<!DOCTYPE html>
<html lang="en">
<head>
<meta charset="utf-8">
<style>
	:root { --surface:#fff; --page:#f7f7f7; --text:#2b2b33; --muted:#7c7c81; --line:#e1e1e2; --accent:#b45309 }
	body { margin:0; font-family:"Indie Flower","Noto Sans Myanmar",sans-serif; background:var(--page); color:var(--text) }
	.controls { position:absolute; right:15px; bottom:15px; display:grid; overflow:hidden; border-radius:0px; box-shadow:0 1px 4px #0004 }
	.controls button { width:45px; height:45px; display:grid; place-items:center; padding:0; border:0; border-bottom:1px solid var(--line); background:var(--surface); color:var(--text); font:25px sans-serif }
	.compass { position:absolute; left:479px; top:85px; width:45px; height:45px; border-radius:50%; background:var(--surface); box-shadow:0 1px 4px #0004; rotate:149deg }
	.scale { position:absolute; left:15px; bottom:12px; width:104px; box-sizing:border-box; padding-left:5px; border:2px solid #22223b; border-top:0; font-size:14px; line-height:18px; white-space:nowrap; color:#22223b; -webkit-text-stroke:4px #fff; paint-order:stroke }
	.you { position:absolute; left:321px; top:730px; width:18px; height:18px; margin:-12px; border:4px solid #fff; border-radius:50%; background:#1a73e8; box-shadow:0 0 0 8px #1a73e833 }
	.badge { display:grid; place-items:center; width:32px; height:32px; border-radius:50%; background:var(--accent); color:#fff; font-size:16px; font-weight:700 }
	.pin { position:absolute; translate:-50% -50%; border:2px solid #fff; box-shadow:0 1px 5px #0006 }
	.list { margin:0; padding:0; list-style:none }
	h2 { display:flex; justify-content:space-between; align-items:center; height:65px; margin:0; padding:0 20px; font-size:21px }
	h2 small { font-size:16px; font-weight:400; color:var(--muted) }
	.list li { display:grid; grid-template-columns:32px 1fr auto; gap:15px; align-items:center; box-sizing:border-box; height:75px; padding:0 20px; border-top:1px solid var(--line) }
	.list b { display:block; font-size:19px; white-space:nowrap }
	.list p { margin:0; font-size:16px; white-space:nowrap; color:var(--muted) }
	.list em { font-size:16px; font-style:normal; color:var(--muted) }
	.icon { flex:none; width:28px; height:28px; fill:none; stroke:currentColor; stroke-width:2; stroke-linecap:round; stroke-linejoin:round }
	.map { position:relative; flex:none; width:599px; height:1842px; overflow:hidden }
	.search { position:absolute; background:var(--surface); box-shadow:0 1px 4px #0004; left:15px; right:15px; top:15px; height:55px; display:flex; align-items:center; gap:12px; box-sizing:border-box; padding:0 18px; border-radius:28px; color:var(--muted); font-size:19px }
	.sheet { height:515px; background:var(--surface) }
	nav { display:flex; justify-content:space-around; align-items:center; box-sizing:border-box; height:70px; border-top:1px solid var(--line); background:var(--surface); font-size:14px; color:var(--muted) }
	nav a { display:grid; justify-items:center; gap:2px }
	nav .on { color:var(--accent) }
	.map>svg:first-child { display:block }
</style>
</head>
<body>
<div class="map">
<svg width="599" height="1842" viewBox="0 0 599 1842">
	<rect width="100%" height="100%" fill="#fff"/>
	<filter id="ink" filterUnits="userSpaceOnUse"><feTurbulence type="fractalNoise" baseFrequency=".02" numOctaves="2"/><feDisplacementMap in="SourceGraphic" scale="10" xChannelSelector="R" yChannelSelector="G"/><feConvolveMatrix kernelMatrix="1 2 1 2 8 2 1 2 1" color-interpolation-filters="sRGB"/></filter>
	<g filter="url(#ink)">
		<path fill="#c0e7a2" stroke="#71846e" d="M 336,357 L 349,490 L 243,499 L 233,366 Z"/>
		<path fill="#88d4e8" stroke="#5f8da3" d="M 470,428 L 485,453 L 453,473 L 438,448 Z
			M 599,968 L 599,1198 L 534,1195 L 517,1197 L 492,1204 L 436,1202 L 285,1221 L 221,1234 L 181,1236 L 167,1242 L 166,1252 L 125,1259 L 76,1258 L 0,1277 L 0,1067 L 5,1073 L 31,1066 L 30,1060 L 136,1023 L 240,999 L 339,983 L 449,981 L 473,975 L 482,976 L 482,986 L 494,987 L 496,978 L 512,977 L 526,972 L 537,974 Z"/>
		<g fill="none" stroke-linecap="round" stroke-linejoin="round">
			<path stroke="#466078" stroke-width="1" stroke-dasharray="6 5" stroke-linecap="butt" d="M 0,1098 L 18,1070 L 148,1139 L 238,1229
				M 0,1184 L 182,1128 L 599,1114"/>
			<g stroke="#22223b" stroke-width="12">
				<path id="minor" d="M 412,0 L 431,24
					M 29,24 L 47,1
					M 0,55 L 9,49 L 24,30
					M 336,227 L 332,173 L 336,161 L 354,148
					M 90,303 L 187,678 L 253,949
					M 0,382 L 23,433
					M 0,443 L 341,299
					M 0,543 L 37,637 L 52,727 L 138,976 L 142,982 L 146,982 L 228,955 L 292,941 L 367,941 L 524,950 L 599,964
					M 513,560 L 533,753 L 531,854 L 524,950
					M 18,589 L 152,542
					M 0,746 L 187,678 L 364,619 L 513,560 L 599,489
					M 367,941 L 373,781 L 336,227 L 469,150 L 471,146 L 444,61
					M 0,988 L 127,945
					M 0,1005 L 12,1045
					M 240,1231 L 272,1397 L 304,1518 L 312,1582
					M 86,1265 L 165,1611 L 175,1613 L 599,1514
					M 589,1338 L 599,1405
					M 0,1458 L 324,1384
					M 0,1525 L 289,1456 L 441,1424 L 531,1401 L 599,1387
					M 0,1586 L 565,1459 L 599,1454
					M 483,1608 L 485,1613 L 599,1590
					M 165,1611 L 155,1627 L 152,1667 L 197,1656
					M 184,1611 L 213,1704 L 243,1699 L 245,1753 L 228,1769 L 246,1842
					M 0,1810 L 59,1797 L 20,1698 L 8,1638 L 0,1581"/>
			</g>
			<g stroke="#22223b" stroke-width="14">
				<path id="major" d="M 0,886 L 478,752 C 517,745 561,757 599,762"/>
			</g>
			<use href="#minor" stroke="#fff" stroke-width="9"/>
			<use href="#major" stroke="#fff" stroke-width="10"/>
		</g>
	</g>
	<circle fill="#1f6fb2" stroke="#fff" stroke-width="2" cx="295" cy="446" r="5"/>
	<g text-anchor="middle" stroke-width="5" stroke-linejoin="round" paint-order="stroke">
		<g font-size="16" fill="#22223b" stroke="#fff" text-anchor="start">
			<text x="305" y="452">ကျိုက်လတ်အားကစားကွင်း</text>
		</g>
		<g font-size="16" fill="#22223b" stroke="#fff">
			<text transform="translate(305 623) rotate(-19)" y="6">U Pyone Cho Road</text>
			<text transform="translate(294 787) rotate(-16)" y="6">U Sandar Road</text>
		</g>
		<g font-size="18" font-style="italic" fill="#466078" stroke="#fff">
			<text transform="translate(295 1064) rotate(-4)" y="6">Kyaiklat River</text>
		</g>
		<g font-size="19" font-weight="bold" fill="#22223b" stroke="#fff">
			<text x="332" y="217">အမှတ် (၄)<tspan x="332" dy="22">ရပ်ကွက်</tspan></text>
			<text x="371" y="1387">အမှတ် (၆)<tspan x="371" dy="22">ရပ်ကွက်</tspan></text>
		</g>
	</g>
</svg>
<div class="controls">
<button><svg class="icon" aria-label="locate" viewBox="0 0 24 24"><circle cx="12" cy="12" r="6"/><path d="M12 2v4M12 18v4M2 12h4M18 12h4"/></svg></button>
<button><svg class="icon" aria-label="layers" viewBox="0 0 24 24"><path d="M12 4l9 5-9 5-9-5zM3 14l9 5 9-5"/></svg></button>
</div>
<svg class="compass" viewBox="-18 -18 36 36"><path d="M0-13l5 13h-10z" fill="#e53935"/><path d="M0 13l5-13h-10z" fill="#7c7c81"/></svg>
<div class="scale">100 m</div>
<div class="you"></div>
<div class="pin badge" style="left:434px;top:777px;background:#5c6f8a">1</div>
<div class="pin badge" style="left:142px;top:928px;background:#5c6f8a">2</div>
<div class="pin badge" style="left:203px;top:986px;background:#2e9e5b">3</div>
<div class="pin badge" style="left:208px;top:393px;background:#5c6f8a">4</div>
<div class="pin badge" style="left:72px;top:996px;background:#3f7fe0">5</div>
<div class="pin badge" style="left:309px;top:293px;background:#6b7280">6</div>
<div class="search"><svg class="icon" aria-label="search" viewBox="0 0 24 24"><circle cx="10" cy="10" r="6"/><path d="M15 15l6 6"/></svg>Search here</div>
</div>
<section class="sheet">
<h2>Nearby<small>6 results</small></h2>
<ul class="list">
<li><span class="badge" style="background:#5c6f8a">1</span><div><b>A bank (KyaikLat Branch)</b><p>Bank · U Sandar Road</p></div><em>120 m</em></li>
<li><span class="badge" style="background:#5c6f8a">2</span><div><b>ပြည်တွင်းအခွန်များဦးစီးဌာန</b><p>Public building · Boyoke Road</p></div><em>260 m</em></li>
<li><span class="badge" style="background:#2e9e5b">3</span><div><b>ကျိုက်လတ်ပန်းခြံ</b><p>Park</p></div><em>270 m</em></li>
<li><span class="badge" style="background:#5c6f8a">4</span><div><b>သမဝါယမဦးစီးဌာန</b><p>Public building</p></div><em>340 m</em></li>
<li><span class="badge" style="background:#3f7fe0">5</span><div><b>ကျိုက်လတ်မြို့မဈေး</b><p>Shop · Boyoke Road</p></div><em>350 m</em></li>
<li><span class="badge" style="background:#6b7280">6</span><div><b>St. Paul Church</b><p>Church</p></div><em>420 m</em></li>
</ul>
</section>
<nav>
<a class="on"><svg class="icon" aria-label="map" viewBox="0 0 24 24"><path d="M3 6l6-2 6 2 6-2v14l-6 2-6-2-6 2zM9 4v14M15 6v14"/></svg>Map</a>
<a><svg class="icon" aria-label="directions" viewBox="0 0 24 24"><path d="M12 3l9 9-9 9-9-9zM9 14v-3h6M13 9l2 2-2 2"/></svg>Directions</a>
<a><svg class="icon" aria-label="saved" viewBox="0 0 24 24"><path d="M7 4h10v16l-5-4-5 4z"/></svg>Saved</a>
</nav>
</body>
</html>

### [Exercise goal]
Filtering the entries above by the word "body", copy each line that matches.

### [Finished task]
	body { margin:0; font-family:"Indie Flower","Noto Sans Myanmar",sans-serif; background:var(--page); color:var(--text) }
<body>
</body>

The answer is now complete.